Data entries

--- START ---

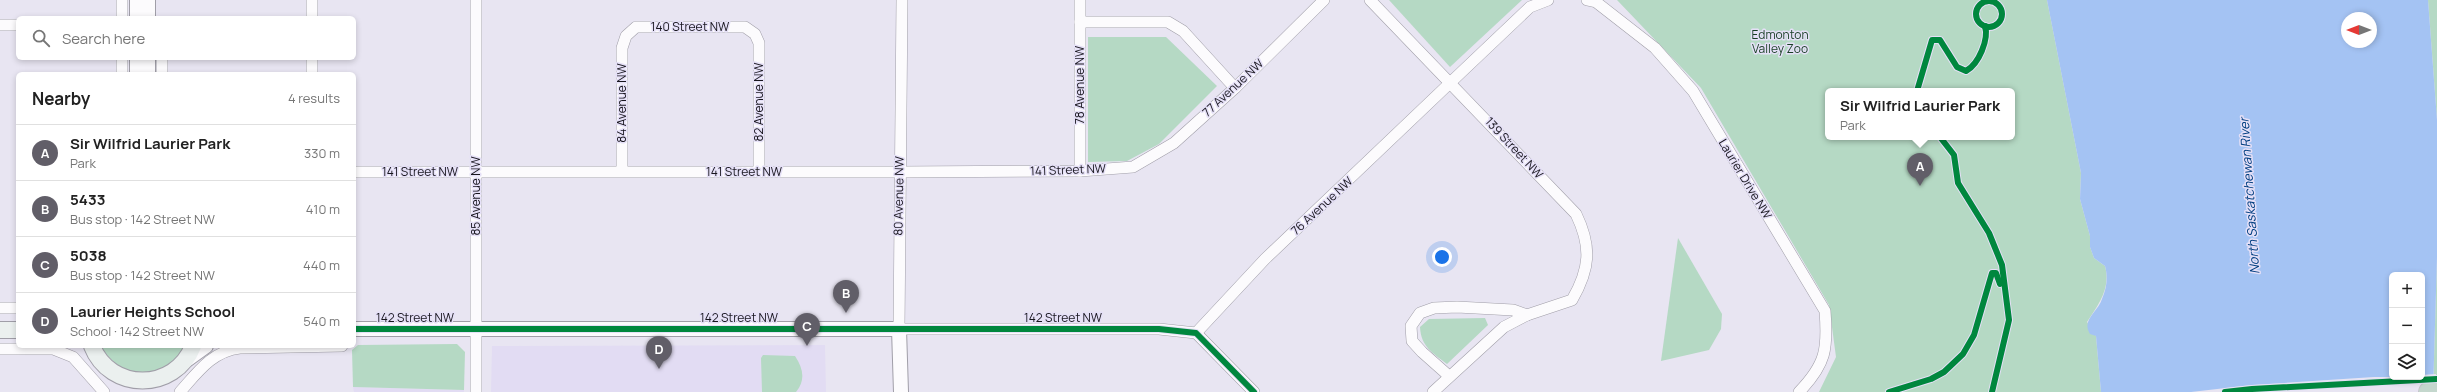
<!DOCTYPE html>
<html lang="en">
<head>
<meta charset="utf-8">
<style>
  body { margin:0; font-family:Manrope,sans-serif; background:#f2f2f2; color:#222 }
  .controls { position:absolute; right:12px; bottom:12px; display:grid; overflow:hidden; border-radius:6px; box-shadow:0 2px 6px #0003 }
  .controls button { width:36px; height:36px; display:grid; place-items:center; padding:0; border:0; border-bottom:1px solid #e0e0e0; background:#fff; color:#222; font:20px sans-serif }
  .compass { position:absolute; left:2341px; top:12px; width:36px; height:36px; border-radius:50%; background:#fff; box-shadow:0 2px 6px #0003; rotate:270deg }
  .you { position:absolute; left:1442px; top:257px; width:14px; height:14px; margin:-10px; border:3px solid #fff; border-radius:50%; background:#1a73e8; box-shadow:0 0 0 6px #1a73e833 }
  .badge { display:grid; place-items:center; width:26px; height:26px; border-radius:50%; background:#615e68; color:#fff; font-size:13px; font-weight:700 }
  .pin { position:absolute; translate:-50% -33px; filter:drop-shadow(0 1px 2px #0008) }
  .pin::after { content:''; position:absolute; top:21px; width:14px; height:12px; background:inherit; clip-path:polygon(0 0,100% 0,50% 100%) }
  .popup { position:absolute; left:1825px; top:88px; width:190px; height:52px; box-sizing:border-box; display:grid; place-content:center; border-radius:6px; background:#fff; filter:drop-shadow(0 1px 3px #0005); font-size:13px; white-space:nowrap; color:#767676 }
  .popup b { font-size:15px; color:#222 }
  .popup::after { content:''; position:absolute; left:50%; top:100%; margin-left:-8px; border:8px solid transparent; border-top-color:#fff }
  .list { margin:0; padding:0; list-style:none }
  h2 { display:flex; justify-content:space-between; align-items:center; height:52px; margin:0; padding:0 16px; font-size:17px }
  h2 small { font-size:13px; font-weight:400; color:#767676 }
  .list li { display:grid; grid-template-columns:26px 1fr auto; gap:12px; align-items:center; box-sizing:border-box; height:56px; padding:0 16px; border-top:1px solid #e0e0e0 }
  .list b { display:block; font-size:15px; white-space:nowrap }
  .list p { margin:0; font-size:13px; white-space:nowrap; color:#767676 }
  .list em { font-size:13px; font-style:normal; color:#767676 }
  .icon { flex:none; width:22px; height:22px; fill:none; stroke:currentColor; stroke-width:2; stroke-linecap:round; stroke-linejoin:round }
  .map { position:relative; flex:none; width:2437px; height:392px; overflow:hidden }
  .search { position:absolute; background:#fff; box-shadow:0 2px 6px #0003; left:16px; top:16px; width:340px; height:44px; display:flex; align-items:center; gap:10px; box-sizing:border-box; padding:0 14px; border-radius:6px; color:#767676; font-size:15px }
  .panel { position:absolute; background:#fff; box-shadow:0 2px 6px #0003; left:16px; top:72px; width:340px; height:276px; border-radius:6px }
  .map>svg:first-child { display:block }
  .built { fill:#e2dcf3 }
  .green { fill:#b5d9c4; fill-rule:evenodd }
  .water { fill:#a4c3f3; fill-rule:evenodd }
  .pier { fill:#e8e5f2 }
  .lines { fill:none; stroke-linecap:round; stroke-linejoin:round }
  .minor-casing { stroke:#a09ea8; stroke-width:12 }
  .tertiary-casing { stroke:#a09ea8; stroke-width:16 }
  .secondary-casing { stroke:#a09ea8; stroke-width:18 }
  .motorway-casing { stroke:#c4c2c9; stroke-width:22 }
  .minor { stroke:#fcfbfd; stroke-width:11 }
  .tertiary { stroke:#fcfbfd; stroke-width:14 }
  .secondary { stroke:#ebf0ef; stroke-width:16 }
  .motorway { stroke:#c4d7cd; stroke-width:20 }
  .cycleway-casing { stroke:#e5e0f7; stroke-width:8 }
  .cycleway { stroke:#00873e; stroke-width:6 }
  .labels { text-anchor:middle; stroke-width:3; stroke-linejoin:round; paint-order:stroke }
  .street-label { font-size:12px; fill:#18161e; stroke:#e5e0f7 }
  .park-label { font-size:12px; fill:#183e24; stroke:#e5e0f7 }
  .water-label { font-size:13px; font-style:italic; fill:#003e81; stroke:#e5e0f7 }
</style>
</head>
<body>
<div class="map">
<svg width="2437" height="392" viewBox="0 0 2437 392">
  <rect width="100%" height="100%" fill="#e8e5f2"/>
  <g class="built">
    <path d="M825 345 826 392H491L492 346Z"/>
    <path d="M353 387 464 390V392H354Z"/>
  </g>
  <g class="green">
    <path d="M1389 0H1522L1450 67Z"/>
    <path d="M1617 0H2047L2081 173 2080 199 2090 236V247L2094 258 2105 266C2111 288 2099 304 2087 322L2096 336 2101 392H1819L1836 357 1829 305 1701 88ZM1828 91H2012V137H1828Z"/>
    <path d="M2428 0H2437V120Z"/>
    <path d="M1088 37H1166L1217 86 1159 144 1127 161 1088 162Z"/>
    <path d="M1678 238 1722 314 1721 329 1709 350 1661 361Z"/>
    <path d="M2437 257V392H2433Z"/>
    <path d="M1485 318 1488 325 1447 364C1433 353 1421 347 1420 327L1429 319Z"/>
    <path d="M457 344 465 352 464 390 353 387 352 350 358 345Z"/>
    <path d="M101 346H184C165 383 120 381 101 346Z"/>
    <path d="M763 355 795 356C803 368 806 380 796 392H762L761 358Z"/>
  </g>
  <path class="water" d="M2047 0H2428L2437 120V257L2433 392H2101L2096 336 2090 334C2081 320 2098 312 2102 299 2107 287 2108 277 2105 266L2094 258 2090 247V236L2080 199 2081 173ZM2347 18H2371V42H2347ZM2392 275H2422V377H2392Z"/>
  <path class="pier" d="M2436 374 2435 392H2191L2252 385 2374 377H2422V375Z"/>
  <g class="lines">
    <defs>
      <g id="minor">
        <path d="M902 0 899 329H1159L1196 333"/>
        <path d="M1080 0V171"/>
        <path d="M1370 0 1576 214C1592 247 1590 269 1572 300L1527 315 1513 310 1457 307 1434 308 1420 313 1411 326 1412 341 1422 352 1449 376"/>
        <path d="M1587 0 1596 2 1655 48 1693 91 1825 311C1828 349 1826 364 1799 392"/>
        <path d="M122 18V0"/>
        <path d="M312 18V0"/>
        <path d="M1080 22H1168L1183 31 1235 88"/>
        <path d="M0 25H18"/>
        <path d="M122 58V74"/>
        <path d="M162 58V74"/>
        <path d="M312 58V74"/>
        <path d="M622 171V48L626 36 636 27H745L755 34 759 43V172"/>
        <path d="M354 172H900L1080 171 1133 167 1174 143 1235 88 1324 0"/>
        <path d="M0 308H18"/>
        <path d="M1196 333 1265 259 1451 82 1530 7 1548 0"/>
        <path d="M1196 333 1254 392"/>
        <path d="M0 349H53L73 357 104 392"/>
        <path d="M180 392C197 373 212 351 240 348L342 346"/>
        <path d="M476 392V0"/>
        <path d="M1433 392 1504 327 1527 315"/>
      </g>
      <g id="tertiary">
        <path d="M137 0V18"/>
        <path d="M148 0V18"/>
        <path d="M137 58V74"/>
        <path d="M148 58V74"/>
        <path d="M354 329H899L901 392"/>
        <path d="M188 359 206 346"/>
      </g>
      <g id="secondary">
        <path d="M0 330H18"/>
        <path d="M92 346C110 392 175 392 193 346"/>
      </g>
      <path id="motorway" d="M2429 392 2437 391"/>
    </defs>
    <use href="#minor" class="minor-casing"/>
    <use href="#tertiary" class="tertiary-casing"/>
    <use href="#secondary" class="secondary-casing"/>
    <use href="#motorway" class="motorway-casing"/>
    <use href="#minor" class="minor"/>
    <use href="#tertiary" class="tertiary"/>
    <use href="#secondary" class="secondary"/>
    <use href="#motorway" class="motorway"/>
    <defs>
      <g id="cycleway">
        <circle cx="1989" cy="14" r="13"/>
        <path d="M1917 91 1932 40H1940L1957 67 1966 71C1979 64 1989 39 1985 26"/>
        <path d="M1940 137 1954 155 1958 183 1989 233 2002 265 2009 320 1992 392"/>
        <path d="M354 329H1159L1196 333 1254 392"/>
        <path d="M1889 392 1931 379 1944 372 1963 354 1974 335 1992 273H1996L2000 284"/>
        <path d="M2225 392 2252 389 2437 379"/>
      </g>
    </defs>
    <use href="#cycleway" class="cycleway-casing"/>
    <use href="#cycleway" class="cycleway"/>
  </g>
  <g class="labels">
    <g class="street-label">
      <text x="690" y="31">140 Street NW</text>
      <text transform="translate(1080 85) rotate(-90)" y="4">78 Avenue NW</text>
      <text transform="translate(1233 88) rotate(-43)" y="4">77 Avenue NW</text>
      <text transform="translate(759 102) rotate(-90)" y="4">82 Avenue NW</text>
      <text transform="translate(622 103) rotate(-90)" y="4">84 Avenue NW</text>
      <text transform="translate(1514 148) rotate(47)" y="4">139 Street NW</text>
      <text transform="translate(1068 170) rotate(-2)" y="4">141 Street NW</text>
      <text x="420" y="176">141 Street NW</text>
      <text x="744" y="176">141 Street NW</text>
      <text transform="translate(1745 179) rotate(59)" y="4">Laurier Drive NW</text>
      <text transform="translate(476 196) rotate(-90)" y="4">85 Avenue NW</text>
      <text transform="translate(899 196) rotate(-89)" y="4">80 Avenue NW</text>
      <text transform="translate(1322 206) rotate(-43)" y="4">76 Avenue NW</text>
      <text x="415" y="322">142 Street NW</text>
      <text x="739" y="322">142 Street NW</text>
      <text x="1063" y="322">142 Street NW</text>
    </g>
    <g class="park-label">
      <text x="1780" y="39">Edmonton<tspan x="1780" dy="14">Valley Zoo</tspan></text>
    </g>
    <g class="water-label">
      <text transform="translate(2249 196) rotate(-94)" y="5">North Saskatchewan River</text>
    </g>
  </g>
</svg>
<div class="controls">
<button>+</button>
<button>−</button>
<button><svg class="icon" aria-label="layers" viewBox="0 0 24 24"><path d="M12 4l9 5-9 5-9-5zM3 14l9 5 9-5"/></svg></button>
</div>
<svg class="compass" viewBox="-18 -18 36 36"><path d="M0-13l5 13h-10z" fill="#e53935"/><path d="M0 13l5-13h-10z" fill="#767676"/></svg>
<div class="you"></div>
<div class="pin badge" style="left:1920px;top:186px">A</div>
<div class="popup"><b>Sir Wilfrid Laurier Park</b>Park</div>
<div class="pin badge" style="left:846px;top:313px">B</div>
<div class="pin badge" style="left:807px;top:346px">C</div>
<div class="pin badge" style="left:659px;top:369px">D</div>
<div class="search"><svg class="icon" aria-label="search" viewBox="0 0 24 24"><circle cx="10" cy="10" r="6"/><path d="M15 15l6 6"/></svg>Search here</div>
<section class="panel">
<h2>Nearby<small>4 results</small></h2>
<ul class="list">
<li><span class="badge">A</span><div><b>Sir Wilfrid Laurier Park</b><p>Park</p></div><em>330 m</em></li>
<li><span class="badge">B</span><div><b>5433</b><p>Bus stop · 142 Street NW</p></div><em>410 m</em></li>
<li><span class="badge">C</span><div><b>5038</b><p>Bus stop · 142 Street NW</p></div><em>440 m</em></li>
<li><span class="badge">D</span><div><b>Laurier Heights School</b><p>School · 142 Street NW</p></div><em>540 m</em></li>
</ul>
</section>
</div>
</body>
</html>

--- END ---

Show every line in the entries where the string "list" occurs.

  .list { margin:0; padding:0; list-style:none }
  .list li { display:grid; grid-template-columns:26px 1fr auto; gap:12px; align-items:center; box-sizing:border-box; height:56px; padding:0 16px; border-top:1px solid #e0e0e0 }
  .list b { display:block; font-size:15px; white-space:nowrap }
  .list p { margin:0; font-size:13px; white-space:nowrap; color:#767676 }
  .list em { font-size:13px; font-style:normal; color:#767676 }
<ul class="list">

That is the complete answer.